[Provided information — start]

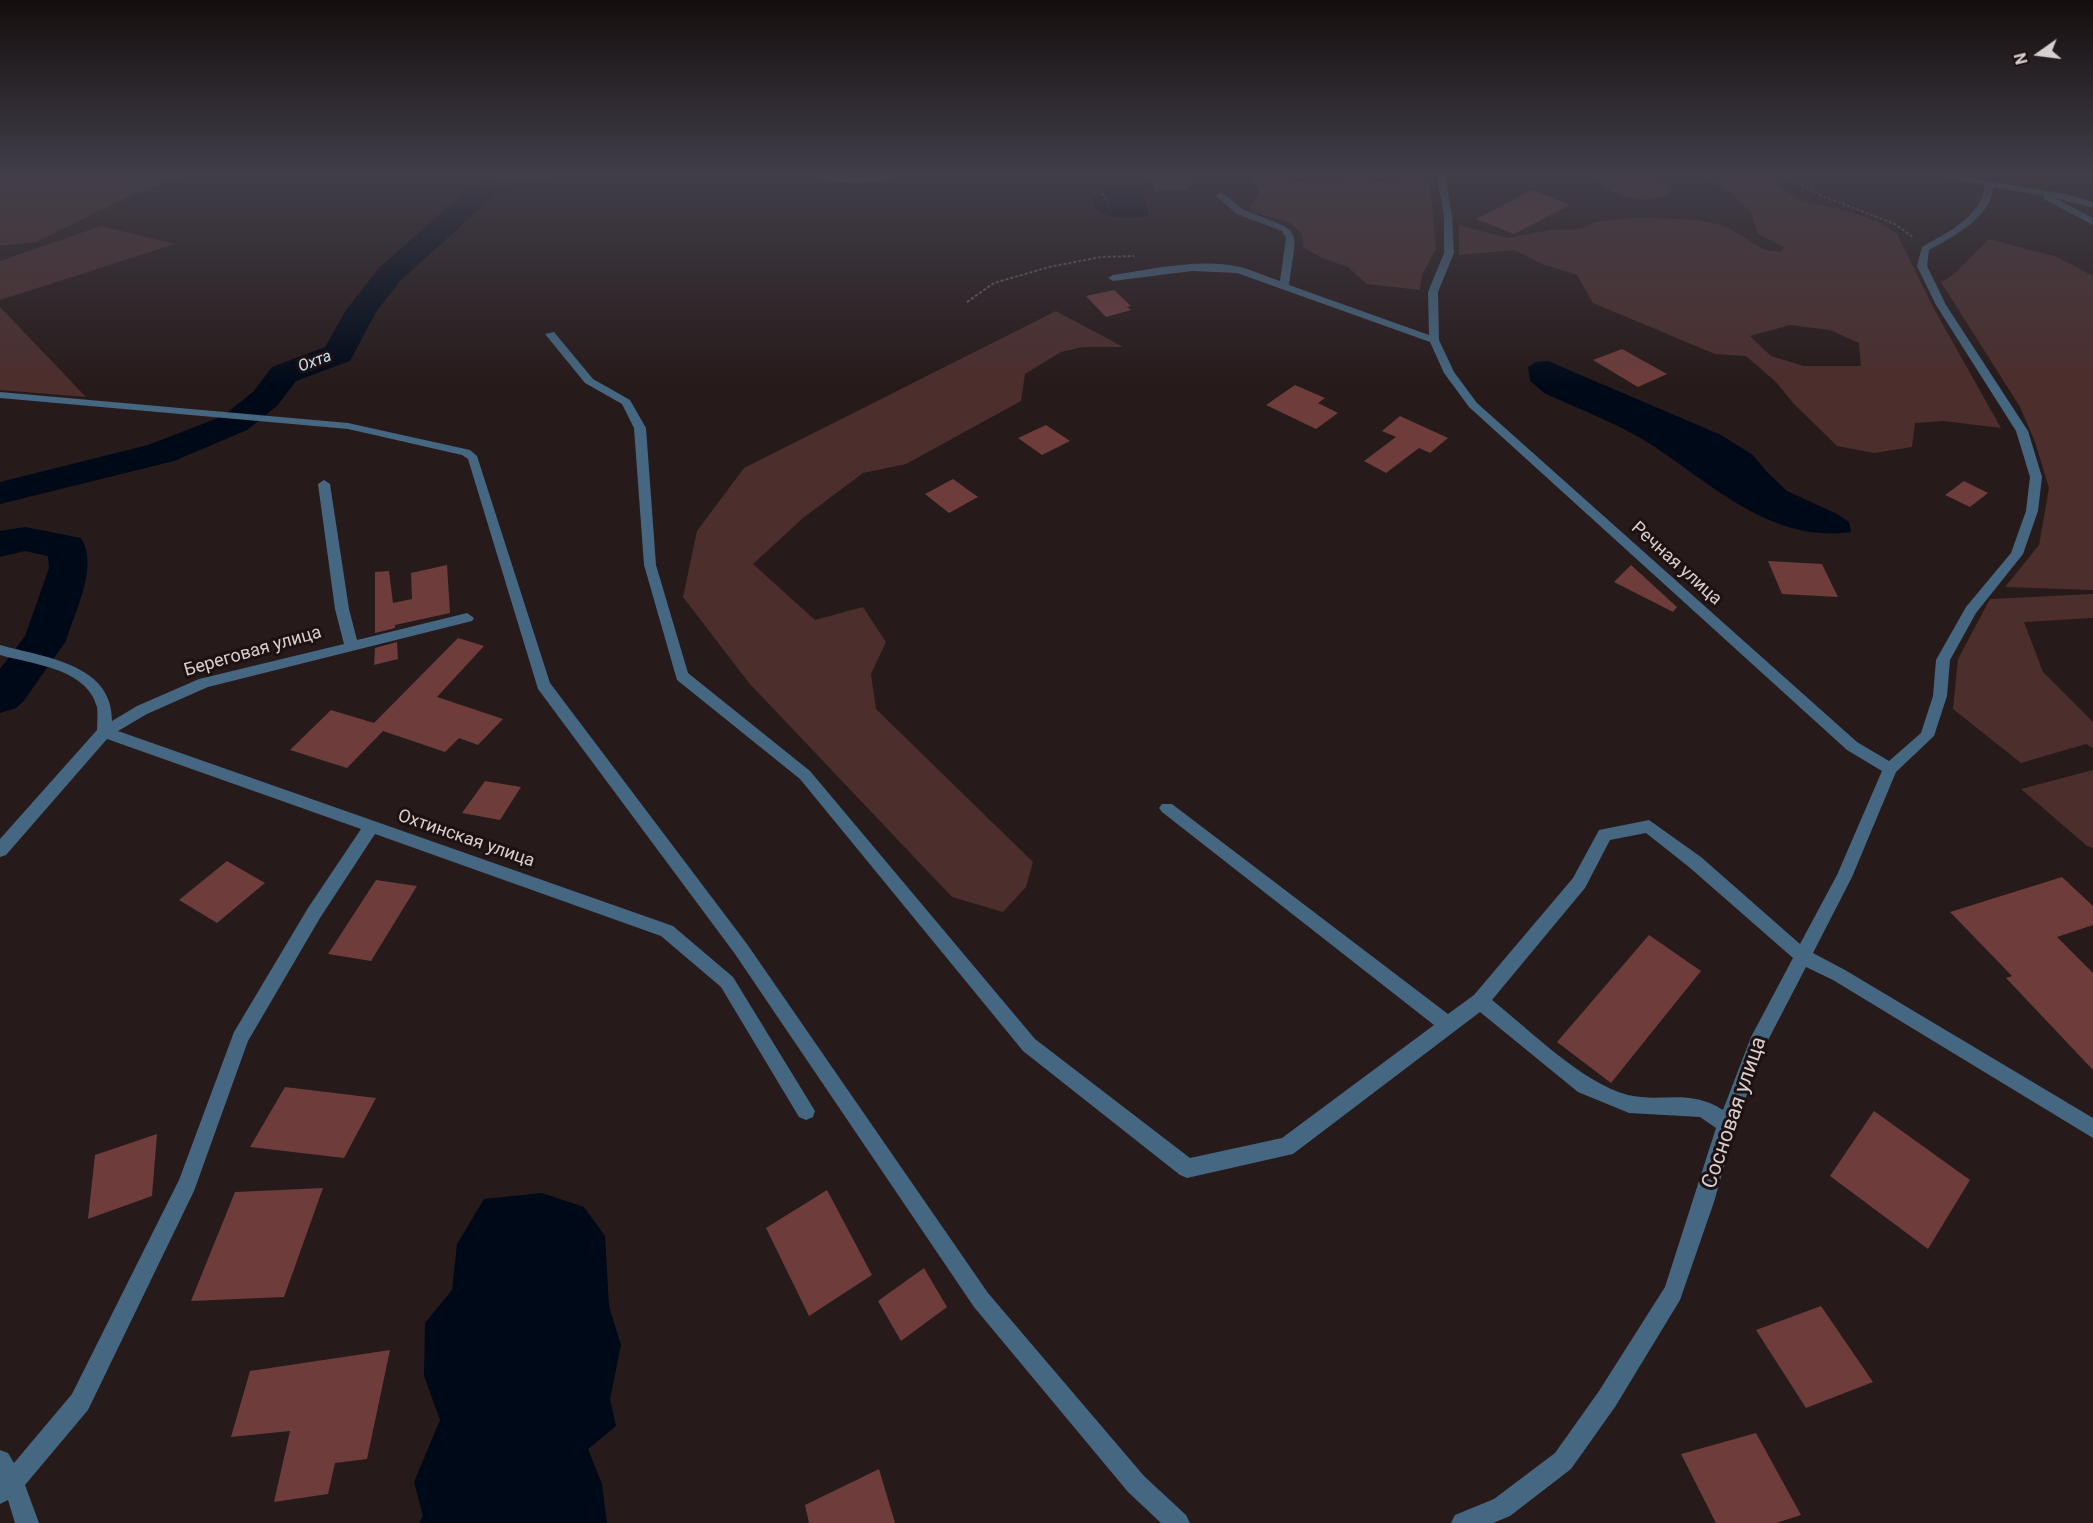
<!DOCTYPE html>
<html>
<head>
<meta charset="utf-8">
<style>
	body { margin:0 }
	#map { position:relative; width:2093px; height:1523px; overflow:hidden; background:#271a1a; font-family:Roboto,sans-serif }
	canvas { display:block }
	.north { position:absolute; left:2009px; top:24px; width:60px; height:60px; -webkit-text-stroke:4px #1d1111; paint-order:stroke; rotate:256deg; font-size:16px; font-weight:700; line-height:24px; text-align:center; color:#d8cfcf }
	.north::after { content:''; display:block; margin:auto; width:21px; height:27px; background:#d8cfcf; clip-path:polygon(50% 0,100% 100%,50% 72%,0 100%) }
</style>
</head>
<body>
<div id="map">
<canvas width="2093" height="1523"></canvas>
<div class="north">N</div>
</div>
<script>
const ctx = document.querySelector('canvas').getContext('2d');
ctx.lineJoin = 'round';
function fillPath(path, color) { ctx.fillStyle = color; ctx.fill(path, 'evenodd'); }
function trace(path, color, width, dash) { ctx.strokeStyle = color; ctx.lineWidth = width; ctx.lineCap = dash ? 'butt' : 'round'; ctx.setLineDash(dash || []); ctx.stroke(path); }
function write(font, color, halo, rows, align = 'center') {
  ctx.font = font + ' Roboto,sans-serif'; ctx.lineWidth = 6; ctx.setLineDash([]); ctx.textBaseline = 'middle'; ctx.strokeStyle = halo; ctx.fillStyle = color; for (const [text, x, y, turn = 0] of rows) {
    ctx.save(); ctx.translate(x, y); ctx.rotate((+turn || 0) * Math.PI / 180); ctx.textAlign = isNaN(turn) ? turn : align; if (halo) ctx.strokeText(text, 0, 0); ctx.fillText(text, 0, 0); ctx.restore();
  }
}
fillPath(new Path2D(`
	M4,174h187l-57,20 -98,48 -36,4v-71z
	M1159,174h31l3,9 -7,8h-31l-3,-7 -6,-6z
	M1253,174h33l11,7 24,4 17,-4 12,-7h18c7,11 17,8 28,5l1,-5h32l7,75 -14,26 -2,15 -53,-6 -19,-17 -26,-9 -19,-11 -1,-13 -11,-11 -37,-11 -5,-6 11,-11 -2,-7 -8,-8z
	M1586,174h64l18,11 2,11c-41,8 -51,2 -84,-22z
	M1699,174h73l11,16 20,11 49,11 28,11 17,11 37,75 67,119 -58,-7 -28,2 -3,24 -38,6 -37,-7 -44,-43 -17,-21 -30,-26 -31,-2 -122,-51 -16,-28 -35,-11 -28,-14 -55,5v-30l49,13 42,-8 31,-1 14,-7 43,-5 60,3 27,6 40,24 16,2 3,-5 -26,-13 -7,-22 -22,-20zM1790,325l40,5 29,13 2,23h-57l-33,-10 -21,-20z
	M101,226l74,18 -175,56v-39z
	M1989,239l68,18 36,19v314l-88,-3 34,-42 10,-57 -14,-46 -15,-35 -79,-125 11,-6z
	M0,307l86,90 -86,-7z
	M1056,311l67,36h-40l-22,5 -36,22 -4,27 -115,63 -43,9 -60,45 -50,46 62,56 48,-13 23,35 -15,32 5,35 157,153 -7,25 -23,25 -51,-15 -203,-214 -66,-86 14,-66 47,-63z
	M2093,594v24l-69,4 19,50 50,50v26l-7,-4 -65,19 -68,-54 5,-50 32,-60z
	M2093,770v78l-6,-2 -66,-57z`), '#4c2e2c');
fillPath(new Path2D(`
	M1125,189l15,2c5,7 10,17 7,25 -17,2 -39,4 -53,-8l-1,-11 9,-4z
	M1548,361l173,74 32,20 13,16 21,20 50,23 12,8 2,10c-78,11 -136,-45 -196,-85 -33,-22 -74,-37 -111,-54l-14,-12 -2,-14 8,-5z
	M542,1193l42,14 21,29 4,70 12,39 -11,54 6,27 -28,23 14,35 5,39h-188l4,-7 -9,-34 26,-62 -16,-44 1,-53 27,-33 5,-46 27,-45z`), '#000917');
fillPath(new Path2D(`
	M518,174h44l-4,6 -64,16 -93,84 -25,32 -26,49 -54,20 -19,25 -30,24 -73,31 -174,43v-22l148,-37 75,-29 30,-24 19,-25 53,-20 21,-37 33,-42 95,-84z
	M25,527l56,11c18,28 -6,73 -15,103l-43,61 -7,6 -16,5v-44l25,-33 24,-68 -1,-12 -23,-5 -25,6v-26z`), '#000917');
fillPath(new Path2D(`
	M1532,190l38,15 -56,29 -38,-15z
	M1114,290l17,16 -4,1 4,3 -25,7 -20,-21z
	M1622,349l45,25 -29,13 -45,-27z
	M1295,385l30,13 -7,5 20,10 -22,16 -50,-24z
	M1400,416l48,22 -18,15 -11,-5 -33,25 -22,-12 32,-24 -14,-6z
	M1046,425l24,16 -28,14 -24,-17z
	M953,479l25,18 -29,16 -24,-19z
	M1964,481l24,12 -18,14 -25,-12z
	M1768,561l54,3 16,33 -56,-3z
	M447,565l3,48 -55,12v3l-20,5v-61l14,-1 4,32 19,-4 -1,-26z
	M1631,565l46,42 -4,5 -59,-30z
	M458,638l26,8 -47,51 66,22 -25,26 -19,-7 -14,14 -62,-21 -36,37 -57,-18 41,-40 43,13z
	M397,642l1,17 -24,6 1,-17z
	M485,781l36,6 -21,33 -38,-7z
	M227,861l38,22 -48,40 -38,-23z
	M2062,877l31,29v19l-36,12 36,36v97l-87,-92 6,-2 -62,-64z
	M376,880l41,6 -46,75 -43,-7z
	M1649,935l52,36 -90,112 -54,-41z
	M285,1087l91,11 -32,60 -94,-11z
	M1874,1111l96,69 -42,69 -98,-73z
	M157,1134l-5,62 -64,23 7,-64z
	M323,1188l-39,109 -93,4 44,-109z
	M827,1190l45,85 -63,41 -43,-88z
	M924,1268l23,39 -46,34 -23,-40z
	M1821,1306l52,76 -67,26 -50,-78z
	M390,1350l-23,109 -32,4 -7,31 -54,8 16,-71 -59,6 19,-66z
	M1756,1433l45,82 -25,8h-60l-35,-69z
	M879,1469l16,54h-86l-4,-18z`), '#6d3c3b');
trace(new Path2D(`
	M1779,174l46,23 70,27 19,14
	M1102,193l6,9
	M967,302l27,-19 55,-16 52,-10 33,-1`), '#6a5f5f', 2, [3, 2]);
fillPath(new Path2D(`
	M812,174l44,3 43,-3c-18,12 -70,12 -87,0z
	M1437,174h8l7,43 2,36 -16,39 1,48 15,32 23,31 380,339 32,19 32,-28 12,-37 3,-36 30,-53 45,-54 15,-42 4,-34 -14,-46 -80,-126 -19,-39 5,-19c24,-14 60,-30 63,-62l-53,-11h16l118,20 27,8v6l-38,-10 38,20v7l-49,-26v-3l-51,-9c-2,31 -39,49 -64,63l-2,16 19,39 82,126 14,46 -4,34 -15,43 -47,59 -26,47 -3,36 -13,40 -38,36 -44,105 -39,76 32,17 248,148v20l-260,-158 -27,-13 -41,79 -29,78 -22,78 -34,98 -65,107 -44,62 -61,47 -17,7h-42l4,-8 39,-16 61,-46 44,-62 66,-104 51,-159 -16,-11 -71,-4 -51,-21 -98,-80 -187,142 -106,24 -7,-3 -157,-124 -223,-272 -123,-99 -33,-115 -10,-137 -12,-24 -37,-21 -40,-49 9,-2 39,47 37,21 16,28 10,137 32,108 122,98 225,268 155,119 92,-20 152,-113 -272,-213 -3,-4 3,-4h10l276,210 26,-19 99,-117 26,-48 50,-10 52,37 99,87 37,-69 45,-104 -35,-21 -378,-343 -25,-34 -14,-31 -193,-69 -45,-2 -79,10 -5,-3 5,-3c41,-6 86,-17 127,-8 13,3 27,10 40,14l6,-43 -4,-7 -45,-17 -20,-17 -1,-2 4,-3c10,5 17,15 27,19 56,23 51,12 42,74l140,50 -1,-43 16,-39v-36zM1646,833l43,34 104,91 -42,79 -28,73c-34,-22 -61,-7 -95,-15 -46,-12 -98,-65 -136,-95l93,-112 25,-48z
	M0,392l348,31 122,27 7,6 73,227 197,261 241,349 156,183 42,39 4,8h-29l-33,-31 -154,-185 -239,-353 -197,-265 -70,-230 -6,-4 -114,-26 -348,-31z
	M324,480l6,4 19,125 8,31 110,-27 7,5 -2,3 -264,66 -61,27 -29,17 555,195 60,51 82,134 -2,6 -7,3 -7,-3 -78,-130 -60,-51 -286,-102 -55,84 -72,123 -54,150 -106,219 -63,75 14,38h-24l-7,-23 -8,4v-54l8,3 6,10 58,-69 107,-214 55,-148 74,-124 53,-79 -254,-90 -101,116 -6,2v-18l97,-109c0,-7 1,-16 0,-23 -10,-39 -66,-43 -97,-52v-10c42,12 113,18 112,76l25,-15 62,-27 145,-35 -9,-35 -17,-125z`), '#456781');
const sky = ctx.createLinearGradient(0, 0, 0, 387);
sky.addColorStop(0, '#150e0e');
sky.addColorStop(0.45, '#413e49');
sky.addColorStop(1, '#413e4900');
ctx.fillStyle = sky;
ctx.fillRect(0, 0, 2093, 387);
write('italic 16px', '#cae3f8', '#1d1111', [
	["Охта",315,362,-21]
]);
write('18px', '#d8cfcf', '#1d1111', [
	["Речная улица",1676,564,42],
	["Береговая улица",253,652,-16],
	["Охтинская улица",466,839,19]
]);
write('21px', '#d8cfcf', '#1d1111', [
	["Сосновая улица",1735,1113,-71]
]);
</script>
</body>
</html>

[Provided information — finish]

▶ Prompt
In the copy, include each line from the start of the material through the line with "M1586,174h64l18,11 2,11c-41,8 -51,2 -84,-22z", word for word, but none of the pictures.

▶ Result
<!DOCTYPE html>
<html>
<head>
<meta charset="utf-8">
<style>
	body { margin:0 }
	#map { position:relative; width:2093px; height:1523px; overflow:hidden; background:#271a1a; font-family:Roboto,sans-serif }
	canvas { display:block }
	.north { position:absolute; left:2009px; top:24px; width:60px; height:60px; -webkit-text-stroke:4px #1d1111; paint-order:stroke; rotate:256deg; font-size:16px; font-weight:700; line-height:24px; text-align:center; color:#d8cfcf }
	.north::after { content:''; display:block; margin:auto; width:21px; height:27px; background:#d8cfcf; clip-path:polygon(50% 0,100% 100%,50% 72%,0 100%) }
</style>
</head>
<body>
<div id="map">
<canvas width="2093" height="1523"></canvas>
<div class="north">N</div>
</div>
<script>
const ctx = document.querySelector('canvas').getContext('2d');
ctx.lineJoin = 'round';
function fillPath(path, color) { ctx.fillStyle = color; ctx.fill(path, 'evenodd'); }
function trace(path, color, width, dash) { ctx.strokeStyle = color; ctx.lineWidth = width; ctx.lineCap = dash ? 'butt' : 'round'; ctx.setLineDash(dash || []); ctx.stroke(path); }
function write(font, color, halo, rows, align = 'center') {
  ctx.font = font + ' Roboto,sans-serif'; ctx.lineWidth = 6; ctx.setLineDash([]); ctx.textBaseline = 'middle'; ctx.strokeStyle = halo; ctx.fillStyle = color; for (const [text, x, y, turn = 0] of rows) {
    ctx.save(); ctx.translate(x, y); ctx.rotate((+turn || 0) * Math.PI / 180); ctx.textAlign = isNaN(turn) ? turn : align; if (halo) ctx.strokeText(text, 0, 0); ctx.fillText(text, 0, 0); ctx.restore();
  }
}
fillPath(new Path2D(`
	M4,174h187l-57,20 -98,48 -36,4v-71z
	M1159,174h31l3,9 -7,8h-31l-3,-7 -6,-6z
	M1253,174h33l11,7 24,4 17,-4 12,-7h18c7,11 17,8 28,5l1,-5h32l7,75 -14,26 -2,15 -53,-6 -19,-17 -26,-9 -19,-11 -1,-13 -11,-11 -37,-11 -5,-6 11,-11 -2,-7 -8,-8z
	M1586,174h64l18,11 2,11c-41,8 -51,2 -84,-22z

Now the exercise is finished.